■ YOUR GOAL ■
Exactly as given, transcribe each entry that follows.

-- GIVEN RECORDS follows --

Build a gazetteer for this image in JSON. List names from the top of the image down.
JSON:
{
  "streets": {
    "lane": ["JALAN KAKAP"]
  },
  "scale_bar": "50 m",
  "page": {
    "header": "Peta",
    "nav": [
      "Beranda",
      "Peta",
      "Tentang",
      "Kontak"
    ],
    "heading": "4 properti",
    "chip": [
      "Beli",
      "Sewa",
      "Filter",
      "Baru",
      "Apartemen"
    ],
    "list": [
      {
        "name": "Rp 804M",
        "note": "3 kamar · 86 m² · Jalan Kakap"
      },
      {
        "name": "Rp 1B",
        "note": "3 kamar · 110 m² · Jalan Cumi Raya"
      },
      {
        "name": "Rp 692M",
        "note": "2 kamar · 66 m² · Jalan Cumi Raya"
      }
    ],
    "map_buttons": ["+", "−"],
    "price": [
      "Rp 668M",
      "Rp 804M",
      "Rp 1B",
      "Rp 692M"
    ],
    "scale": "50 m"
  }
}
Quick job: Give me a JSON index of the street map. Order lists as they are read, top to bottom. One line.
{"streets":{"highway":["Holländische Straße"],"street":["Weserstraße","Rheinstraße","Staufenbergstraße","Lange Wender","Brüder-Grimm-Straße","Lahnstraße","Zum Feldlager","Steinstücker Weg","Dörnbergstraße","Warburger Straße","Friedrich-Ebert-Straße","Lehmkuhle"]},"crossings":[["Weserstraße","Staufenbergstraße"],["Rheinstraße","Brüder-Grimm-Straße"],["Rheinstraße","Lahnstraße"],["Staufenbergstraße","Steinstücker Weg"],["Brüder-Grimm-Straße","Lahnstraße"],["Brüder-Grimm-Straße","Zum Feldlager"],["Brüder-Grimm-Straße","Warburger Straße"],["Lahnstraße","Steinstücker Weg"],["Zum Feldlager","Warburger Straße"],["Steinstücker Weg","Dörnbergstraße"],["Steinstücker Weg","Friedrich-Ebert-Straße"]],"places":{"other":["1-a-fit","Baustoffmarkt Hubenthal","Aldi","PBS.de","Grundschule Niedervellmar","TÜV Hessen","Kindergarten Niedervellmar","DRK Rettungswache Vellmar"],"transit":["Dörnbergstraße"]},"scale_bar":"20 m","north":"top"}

-- GIVEN RECORDS concluded --

■ EXERCISE SOLUTION ■
Build a gazetteer for this image in JSON. List names from the top of the image down.
JSON:
{
  "streets": {
    "lane": ["JALAN KAKAP"]
  },
  "scale_bar": "50 m",
  "page": {
    "header": "Peta",
    "nav": [
      "Beranda",
      "Peta",
      "Tentang",
      "Kontak"
    ],
    "heading": "4 properti",
    "chip": [
      "Beli",
      "Sewa",
      "Filter",
      "Baru",
      "Apartemen"
    ],
    "list": [
      {
        "name": "Rp 804M",
        "note": "3 kamar · 86 m² · Jalan Kakap"
      },
      {
        "name": "Rp 1B",
        "note": "3 kamar · 110 m² · Jalan Cumi Raya"
      },
      {
        "name": "Rp 692M",
        "note": "2 kamar · 66 m² · Jalan Cumi Raya"
      }
    ],
    "map_buttons": ["+", "−"],
    "price": [
      "Rp 668M",
      "Rp 804M",
      "Rp 1B",
      "Rp 692M"
    ],
    "scale": "50 m"
  }
}
Quick job: Give me a JSON index of the street map. Order lists as they are read, top to bottom. One line.
{"streets":{"highway":["Holländische Straße"],"street":["Weserstraße","Rheinstraße","Staufenbergstraße","Lange Wender","Brüder-Grimm-Straße","Lahnstraße","Zum Feldlager","Steinstücker Weg","Dörnbergstraße","Warburger Straße","Friedrich-Ebert-Straße","Lehmkuhle"]},"crossings":[["Weserstraße","Staufenbergstraße"],["Rheinstraße","Brüder-Grimm-Straße"],["Rheinstraße","Lahnstraße"],["Staufenbergstraße","Steinstücker Weg"],["Brüder-Grimm-Straße","Lahnstraße"],["Brüder-Grimm-Straße","Zum Feldlager"],["Brüder-Grimm-Straße","Warburger Straße"],["Lahnstraße","Steinstücker Weg"],["Zum Feldlager","Warburger Straße"],["Steinstücker Weg","Dörnbergstraße"],["Steinstücker Weg","Friedrich-Ebert-Straße"]],"places":{"other":["1-a-fit","Baustoffmarkt Hubenthal","Aldi","PBS.de","Grundschule Niedervellmar","TÜV Hessen","Kindergarten Niedervellmar","DRK Rettungswache Vellmar"],"transit":["Dörnbergstraße"]},"scale_bar":"20 m","north":"top"}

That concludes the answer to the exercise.